Gases were also detected for the second day, Scott said, suggesting that magma may be building up underneath the crater's lava dome created after a 1980 eruption which killed 57 people, destroyed more than 200 homes, devastated hundreds of square miles (square km), and sent ash drifting across North America as far east as Oklahoma.

Scientists do not expect any eruption to cause damage to surrounding areas on the same scale. A Level 3 warning means that there is a potential hazard to life and property in the area, the Geological Survey said.

"We're not envisioning pyroclastic (lava) flows," Scott told reporters at the Cascades Volcano Observatory, in Vancouver, Washington.

The main concern is how any ash sent into the air might disrupt air traffic near the volcano, located about 100 miles (160 km) south of Seattle, and 50 miles (80 km) north of Portland, Oregon.

Mount St. Helens woke from its slumber 10 days ago with a series of small earthquakes and erupted briefly on Friday, spewing steam and ash for about 24 minutes to an altitude of 10,000 feet (3,050 metres).

Similar eruptions in the lava dome happened in 1986 but caused no serious damage.

The violent blast in 1980 blew off the top of the mountain and reduced the summit of Mount St. Helens to 8,364 feet (2,550 metres) from 9,677 feet (2,950 metres).

Post Mon Oct 04, 2004 12:19 pm

Now they're wondering whether to step it back to a Category 2 but they seem fairly sure that it is more than steam build up ... that magma definitely is involved.

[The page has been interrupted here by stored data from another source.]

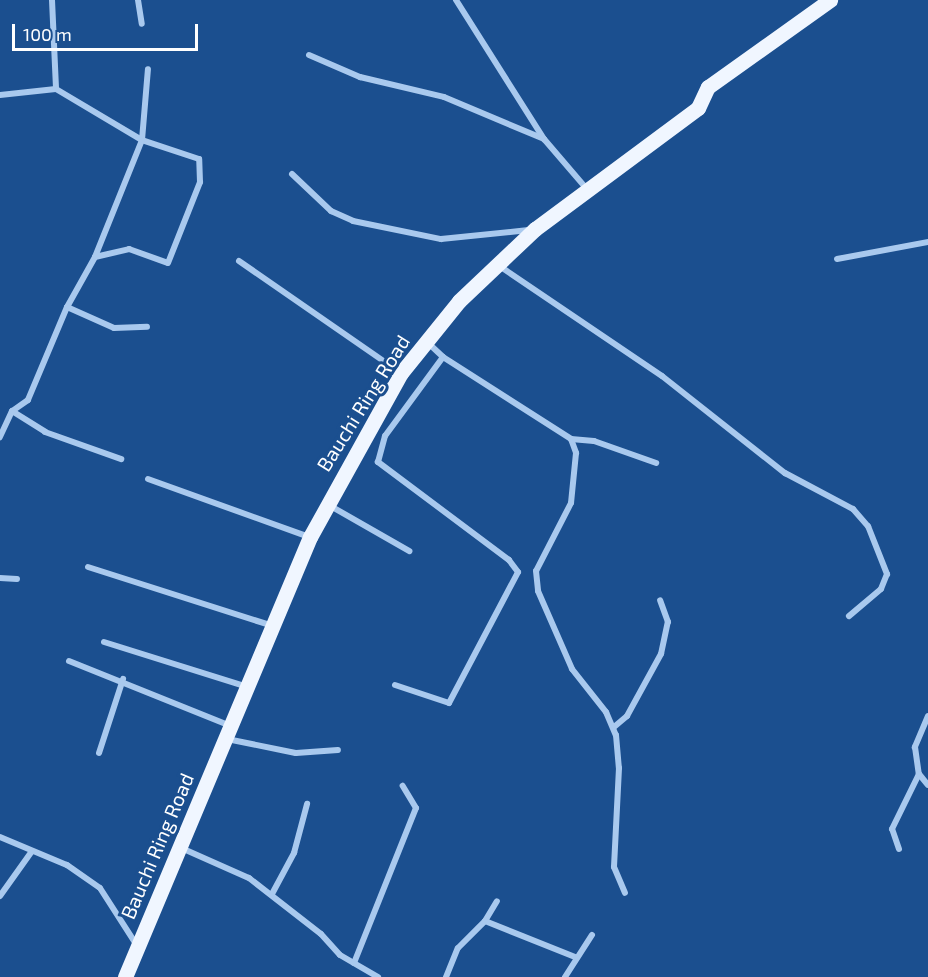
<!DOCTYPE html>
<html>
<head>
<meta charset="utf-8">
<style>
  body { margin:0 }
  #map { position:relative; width:928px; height:977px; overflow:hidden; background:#1b4f8f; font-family:"Exo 2",sans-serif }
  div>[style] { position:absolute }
  .street>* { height:6px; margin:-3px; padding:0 3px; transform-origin:3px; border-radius:3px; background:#a9c9ee }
  .primary>* { height:15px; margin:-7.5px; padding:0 7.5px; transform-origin:7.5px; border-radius:7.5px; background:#f0f6ff }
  span { translate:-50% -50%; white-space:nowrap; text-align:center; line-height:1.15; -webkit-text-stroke:6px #1b4f8f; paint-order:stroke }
  .street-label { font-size:20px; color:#fff }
  .scale { position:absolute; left:12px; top:24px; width:186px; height:27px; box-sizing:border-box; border:3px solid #fff; border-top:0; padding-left:8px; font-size:18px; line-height:21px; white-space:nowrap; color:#fff; -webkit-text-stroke:4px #1b4f8f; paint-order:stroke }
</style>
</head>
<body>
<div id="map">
  <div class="street">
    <div style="left:52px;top:0;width:89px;rotate:87.4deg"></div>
    <div style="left:138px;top:0;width:24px;rotate:81deg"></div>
    <div style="left:456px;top:0;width:165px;rotate:57.7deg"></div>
    <div style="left:544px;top:139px;width:65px;rotate:49.4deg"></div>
    <div style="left:309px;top:55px;width:56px;rotate:23.3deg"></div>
    <div style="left:360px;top:77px;width:86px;rotate:13.4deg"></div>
    <div style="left:444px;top:97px;width:108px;rotate:22.8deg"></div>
    <div style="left:0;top:95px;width:56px;rotate:-6.1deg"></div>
    <div style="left:56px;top:89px;width:100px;rotate:30.7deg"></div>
    <div style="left:142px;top:140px;width:126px;rotate:111.9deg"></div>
    <div style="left:95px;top:257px;width:57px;rotate:119.2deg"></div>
    <div style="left:67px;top:307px;width:101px;rotate:112.8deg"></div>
    <div style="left:28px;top:400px;width:19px;rotate:145deg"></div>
    <div style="left:12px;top:411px;width:29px;rotate:115deg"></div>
    <div style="left:292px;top:174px;width:54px;rotate:43.5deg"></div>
    <div style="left:331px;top:211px;width:24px;rotate:24deg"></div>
    <div style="left:353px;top:221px;width:90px;rotate:11.6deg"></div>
    <div style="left:441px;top:239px;width:88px;rotate:-5.8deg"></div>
    <div style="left:95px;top:257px;width:35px;rotate:-13deg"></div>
    <div style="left:129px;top:249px;width:41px;rotate:19.7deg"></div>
    <div style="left:168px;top:263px;width:87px;rotate:-68.4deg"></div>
    <div style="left:200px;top:182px;width:23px;rotate:-92deg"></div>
    <div style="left:199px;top:159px;width:60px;rotate:-161.6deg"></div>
    <div style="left:142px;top:140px;width:71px;rotate:-85.2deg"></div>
    <div style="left:837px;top:259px;width:93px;rotate:-10.6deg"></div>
    <div style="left:239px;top:261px;width:197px;rotate:34.7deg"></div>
    <div style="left:498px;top:265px;width:198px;rotate:34.1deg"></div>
    <div style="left:662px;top:376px;width:157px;rotate:38.3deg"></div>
    <div style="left:785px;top:473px;width:77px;rotate:27.9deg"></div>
    <div style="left:853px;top:509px;width:23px;rotate:49deg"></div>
    <div style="left:868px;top:526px;width:52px;rotate:68.4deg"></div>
    <div style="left:887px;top:574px;width:16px;rotate:112deg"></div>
    <div style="left:881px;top:589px;width:42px;rotate:139.8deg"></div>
    <div style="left:67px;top:307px;width:51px;rotate:24.1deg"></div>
    <div style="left:114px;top:328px;width:33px;rotate:-2deg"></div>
    <div style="left:426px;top:341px;width:23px;rotate:43deg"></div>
    <div style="left:443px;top:357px;width:152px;rotate:32.6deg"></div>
    <div style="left:571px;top:439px;width:15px;rotate:70deg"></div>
    <div style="left:576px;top:453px;width:50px;rotate:95.7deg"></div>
    <div style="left:571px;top:503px;width:76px;rotate:117.2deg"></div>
    <div style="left:536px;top:571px;width:20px;rotate:84deg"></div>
    <div style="left:538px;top:591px;width:85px;rotate:66.4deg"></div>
    <div style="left:572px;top:669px;width:55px;rotate:51.7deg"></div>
    <div style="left:606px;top:712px;width:25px;rotate:67deg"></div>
    <div style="left:616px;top:735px;width:33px;rotate:85deg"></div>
    <div style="left:619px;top:768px;width:99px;rotate:92.9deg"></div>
    <div style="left:614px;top:867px;width:28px;rotate:67deg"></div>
    <div style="left:12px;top:411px;width:39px;rotate:32deg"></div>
    <div style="left:45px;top:432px;width:81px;rotate:19.6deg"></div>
    <div style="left:571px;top:439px;width:23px;rotate:5deg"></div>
    <div style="left:594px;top:441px;width:66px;rotate:19.5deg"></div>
    <div style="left:148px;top:479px;width:171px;rotate:19.8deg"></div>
    <div style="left:327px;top:504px;width:95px;rotate:29.8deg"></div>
    <div style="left:88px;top:567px;width:194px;rotate:17.7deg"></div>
    <div style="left:0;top:578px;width:17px;rotate:3deg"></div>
    <div style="left:104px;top:642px;width:151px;rotate:17.4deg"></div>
    <div style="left:69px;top:661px;width:175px;rotate:21.9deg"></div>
    <div style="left:395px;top:685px;width:57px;rotate:18.4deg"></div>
    <div style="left:449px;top:703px;width:148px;rotate:-62.2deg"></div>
    <div style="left:518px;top:572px;width:15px;rotate:-127deg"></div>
    <div style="left:509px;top:560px;width:164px;rotate:-143.2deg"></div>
    <div style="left:378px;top:462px;width:27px;rotate:-75deg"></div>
    <div style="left:385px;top:436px;width:98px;rotate:-53.7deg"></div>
    <div style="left:928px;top:716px;width:34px;rotate:113deg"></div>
    <div style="left:915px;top:747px;width:27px;rotate:82deg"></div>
    <div style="left:919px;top:774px;width:14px;rotate:51deg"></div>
    <div style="left:614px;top:727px;width:17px;rotate:-40deg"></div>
    <div style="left:627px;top:716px;width:71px;rotate:-61.3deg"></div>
    <div style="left:661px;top:654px;width:33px;rotate:-78deg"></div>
    <div style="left:668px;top:622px;width:23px;rotate:-110deg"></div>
    <div style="left:227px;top:739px;width:70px;rotate:11.5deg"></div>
    <div style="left:296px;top:753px;width:42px;rotate:-4.1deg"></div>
    <div style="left:99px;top:753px;width:78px;rotate:-72deg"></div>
    <div style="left:0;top:837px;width:73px;rotate:22.7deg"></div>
    <div style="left:67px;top:865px;width:40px;rotate:34.9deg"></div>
    <div style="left:100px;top:888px;width:67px;rotate:57.3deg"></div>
    <div style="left:179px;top:847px;width:77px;rotate:23.9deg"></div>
    <div style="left:249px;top:878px;width:91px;rotate:37.9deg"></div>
    <div style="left:321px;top:934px;width:28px;rotate:48deg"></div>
    <div style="left:340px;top:955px;width:44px;rotate:30.1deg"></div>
    <div style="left:899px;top:849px;width:21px;rotate:-109deg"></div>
    <div style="left:892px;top:829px;width:61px;rotate:-63.9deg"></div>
    <div style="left:272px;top:894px;width:47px;rotate:-61.8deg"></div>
    <div style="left:294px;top:853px;width:51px;rotate:-75.1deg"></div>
    <div style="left:0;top:896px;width:55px;rotate:-54.6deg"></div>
    <div style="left:485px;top:921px;width:97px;rotate:21.8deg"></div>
    <div style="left:354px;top:963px;width:167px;rotate:-68.2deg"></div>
    <div style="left:416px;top:808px;width:26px;rotate:-121deg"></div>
    <div style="left:446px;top:977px;width:31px;rotate:-68deg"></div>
    <div style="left:458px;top:948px;width:38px;rotate:-45deg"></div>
    <div style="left:485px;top:921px;width:23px;rotate:-59deg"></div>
    <div style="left:565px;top:977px;width:50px;rotate:-57.3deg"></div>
  </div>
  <div class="primary">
    <div style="left:125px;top:977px;width:477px;rotate:-67.2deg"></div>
    <div style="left:310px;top:537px;width:188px;rotate:-61deg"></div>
    <div style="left:401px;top:373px;width:92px;rotate:-51.1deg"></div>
    <div style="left:459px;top:301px;width:105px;rotate:-43.5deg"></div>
    <div style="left:535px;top:229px;width:203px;rotate:-36.6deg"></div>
    <div style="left:698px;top:108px;width:23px;rotate:-65deg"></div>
    <div style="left:708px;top:87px;width:150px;rotate:-35.5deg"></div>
  </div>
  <div class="street-label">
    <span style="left:363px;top:403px;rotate:-58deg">Bauchi Ring Road</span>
    <span style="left:157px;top:846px;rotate:-67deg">Bauchi Ring Road</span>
  </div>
  <div class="scale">100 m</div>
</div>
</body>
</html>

If I was a superstitious person, all of these natural disasters, impending or otherwise, would have me wondering whether the jig was up.

<Edit>

The week before Mt. St. Helens acted up, there was a richter 6 earthquake in Claifornia followed by 3 aftershocks, one at 5.0 and the other two at 4.1 each.
The good news was that the epicenter was where no one lived and folks in the surrounding area have been living in quake hardened structures for over a decade. And, before that, there was an offshore quake of about 5.8 or so 50 miles due west of San Diego.... made for some good surfing, I hear.

Edited by - Indy11 on 10/4/2004 1:22:05 PM

Post Mon Oct 04, 2004 1:56 pm

"If I was a superstitious person, all of these natural disasters, impending or otherwise, would have me wondering whether the jig was up"

I've been saying that for years. we're all doomed you know. the Earth's fighting back because we're ruining it. We're going to be eradicated like infection germs by antibodies. inevitable really.